Aim of the task —
Starting at the line that contains "<li><i></i>पहुँच गया</li>", restate each line word for word through the final line of the data, keeping both ends.
Segment Start: Provided records
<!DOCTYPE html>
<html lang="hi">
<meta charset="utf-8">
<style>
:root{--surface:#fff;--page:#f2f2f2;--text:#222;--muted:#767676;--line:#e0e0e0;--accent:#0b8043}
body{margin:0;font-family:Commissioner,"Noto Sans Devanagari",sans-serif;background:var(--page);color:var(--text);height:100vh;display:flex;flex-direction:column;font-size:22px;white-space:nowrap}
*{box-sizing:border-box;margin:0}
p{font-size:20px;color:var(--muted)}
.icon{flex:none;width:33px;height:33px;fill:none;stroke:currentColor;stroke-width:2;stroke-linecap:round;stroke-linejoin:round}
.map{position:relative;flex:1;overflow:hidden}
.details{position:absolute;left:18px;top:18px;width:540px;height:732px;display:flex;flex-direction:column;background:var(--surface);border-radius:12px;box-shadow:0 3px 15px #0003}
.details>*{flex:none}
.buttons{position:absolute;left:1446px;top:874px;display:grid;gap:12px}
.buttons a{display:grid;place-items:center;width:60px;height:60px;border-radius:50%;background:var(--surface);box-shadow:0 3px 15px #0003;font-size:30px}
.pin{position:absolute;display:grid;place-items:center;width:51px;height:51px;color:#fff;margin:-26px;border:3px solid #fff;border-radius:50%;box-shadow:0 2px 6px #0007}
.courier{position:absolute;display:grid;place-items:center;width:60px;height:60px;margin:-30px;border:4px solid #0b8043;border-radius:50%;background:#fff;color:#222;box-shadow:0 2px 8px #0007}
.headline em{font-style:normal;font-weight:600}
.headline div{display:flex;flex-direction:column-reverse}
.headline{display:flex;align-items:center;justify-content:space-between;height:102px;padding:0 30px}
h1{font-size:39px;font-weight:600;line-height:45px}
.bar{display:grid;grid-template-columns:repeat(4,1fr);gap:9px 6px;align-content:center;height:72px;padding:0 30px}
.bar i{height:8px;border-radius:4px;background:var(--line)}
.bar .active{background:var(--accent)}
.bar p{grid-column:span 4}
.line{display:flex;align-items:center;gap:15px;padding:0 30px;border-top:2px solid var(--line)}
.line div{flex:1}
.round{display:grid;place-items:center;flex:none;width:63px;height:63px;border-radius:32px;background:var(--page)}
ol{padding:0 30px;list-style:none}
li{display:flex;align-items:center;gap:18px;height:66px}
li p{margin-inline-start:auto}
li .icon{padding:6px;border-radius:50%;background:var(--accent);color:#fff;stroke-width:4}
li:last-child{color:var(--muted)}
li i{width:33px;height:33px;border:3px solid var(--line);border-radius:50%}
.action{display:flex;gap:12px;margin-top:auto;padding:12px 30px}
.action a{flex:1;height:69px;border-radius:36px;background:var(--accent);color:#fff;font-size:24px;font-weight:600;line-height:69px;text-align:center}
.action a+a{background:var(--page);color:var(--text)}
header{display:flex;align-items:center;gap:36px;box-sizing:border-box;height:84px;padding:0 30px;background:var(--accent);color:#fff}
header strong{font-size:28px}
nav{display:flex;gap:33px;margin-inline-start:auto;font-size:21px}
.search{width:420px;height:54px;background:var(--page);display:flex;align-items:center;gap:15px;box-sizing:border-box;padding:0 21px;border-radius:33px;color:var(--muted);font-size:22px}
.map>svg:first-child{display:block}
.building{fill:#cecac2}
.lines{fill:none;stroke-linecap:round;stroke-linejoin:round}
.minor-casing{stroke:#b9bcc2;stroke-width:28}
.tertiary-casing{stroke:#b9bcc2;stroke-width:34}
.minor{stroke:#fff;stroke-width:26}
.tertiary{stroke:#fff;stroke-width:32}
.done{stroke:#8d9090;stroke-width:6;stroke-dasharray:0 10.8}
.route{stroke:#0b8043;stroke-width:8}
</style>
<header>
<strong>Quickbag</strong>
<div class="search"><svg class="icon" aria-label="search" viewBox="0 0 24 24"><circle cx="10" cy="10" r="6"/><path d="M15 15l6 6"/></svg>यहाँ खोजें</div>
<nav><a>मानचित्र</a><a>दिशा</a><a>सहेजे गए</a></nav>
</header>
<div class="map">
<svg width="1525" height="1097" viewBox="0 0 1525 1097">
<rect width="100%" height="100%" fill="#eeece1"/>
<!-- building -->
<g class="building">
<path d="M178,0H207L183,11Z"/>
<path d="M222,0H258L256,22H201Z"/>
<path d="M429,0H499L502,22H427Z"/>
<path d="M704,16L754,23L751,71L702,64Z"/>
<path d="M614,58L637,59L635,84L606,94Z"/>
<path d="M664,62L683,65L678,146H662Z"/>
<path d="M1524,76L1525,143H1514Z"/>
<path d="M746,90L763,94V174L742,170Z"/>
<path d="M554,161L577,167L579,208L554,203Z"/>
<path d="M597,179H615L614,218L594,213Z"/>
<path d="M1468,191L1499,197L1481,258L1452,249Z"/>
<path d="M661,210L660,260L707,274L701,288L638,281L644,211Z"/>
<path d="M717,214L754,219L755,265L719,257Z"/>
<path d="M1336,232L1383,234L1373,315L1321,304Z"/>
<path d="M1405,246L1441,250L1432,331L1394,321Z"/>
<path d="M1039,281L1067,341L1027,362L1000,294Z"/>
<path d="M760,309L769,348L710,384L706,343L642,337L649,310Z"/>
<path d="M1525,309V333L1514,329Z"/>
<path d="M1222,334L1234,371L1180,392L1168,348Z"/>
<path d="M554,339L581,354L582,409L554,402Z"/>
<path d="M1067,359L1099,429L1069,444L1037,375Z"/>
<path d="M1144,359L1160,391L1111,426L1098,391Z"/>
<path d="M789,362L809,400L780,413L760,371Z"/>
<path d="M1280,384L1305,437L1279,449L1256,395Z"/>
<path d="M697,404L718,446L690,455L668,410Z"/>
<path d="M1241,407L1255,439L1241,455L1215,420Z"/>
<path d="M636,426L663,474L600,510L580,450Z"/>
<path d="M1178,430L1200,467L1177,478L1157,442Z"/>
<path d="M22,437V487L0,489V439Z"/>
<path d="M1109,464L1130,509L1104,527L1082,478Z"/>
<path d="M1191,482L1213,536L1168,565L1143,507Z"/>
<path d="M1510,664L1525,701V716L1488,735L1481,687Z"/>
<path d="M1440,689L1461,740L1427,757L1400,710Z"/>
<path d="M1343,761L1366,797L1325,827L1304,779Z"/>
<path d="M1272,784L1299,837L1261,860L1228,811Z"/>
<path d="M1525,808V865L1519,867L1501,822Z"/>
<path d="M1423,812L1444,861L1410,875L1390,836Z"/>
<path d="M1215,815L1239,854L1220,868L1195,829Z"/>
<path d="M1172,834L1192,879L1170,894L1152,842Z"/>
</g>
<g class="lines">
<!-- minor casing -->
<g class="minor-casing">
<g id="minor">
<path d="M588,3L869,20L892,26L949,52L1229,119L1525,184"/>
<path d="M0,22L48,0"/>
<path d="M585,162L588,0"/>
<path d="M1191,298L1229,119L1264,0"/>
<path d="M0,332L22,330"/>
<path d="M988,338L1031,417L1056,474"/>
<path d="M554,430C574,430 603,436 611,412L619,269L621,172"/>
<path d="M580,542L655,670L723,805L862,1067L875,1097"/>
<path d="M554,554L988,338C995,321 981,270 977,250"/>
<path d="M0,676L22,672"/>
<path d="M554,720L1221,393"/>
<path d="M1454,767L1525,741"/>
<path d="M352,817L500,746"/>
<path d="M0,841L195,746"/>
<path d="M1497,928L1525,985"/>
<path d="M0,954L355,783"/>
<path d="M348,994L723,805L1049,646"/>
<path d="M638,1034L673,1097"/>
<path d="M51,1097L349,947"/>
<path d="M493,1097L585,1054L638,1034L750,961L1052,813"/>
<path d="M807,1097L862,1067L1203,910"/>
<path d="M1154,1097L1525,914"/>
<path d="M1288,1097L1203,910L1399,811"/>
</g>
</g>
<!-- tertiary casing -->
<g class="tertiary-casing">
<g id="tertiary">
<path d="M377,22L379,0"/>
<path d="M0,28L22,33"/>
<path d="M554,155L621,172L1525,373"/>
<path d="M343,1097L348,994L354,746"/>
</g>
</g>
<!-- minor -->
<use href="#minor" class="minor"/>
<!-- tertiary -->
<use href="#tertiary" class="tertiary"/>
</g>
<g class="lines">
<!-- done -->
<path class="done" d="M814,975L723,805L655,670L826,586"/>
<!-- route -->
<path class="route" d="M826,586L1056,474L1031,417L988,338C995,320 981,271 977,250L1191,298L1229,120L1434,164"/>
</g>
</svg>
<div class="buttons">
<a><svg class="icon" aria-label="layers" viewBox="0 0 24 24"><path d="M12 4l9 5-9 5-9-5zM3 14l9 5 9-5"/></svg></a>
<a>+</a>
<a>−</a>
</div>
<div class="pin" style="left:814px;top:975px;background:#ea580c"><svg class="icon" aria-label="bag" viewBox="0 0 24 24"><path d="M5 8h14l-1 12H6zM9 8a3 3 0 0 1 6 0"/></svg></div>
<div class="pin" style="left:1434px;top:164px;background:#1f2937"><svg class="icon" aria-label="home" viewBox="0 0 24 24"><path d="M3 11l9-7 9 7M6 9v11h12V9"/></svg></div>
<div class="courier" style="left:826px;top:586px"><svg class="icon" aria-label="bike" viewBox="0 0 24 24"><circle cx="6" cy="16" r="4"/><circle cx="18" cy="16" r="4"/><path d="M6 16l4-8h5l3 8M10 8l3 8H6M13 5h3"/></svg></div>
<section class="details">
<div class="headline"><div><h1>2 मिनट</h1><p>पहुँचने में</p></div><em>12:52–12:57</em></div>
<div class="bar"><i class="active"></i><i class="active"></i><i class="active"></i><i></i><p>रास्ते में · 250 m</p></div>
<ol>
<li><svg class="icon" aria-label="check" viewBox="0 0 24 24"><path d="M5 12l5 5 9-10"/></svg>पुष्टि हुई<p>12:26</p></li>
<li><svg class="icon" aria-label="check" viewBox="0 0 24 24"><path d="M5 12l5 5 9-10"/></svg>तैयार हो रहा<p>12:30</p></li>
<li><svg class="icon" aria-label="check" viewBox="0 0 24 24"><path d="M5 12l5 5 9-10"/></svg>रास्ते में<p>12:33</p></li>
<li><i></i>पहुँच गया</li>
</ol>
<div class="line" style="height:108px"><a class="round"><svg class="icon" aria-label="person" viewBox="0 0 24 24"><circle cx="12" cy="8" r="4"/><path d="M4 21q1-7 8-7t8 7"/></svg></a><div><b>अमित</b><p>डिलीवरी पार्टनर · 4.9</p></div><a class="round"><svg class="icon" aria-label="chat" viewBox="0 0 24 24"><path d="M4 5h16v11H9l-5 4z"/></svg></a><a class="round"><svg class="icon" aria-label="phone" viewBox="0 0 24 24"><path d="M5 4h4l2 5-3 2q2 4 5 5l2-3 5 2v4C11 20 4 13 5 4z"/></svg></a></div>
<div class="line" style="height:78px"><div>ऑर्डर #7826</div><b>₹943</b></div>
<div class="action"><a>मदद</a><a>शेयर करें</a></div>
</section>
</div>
Segment End: Provided records
Solution for this task —
<li><i></i>पहुँच गया</li>
</ol>
<div class="line" style="height:108px"><a class="round"><svg class="icon" aria-label="person" viewBox="0 0 24 24"><circle cx="12" cy="8" r="4"/><path d="M4 21q1-7 8-7t8 7"/></svg></a><div><b>अमित</b><p>डिलीवरी पार्टनर · 4.9</p></div><a class="round"><svg class="icon" aria-label="chat" viewBox="0 0 24 24"><path d="M4 5h16v11H9l-5 4z"/></svg></a><a class="round"><svg class="icon" aria-label="phone" viewBox="0 0 24 24"><path d="M5 4h4l2 5-3 2q2 4 5 5l2-3 5 2v4C11 20 4 13 5 4z"/></svg></a></div>
<div class="line" style="height:78px"><div>ऑर्डर #7826</div><b>₹943</b></div>
<div class="action"><a>मदद</a><a>शेयर करें</a></div>
</section>
</div>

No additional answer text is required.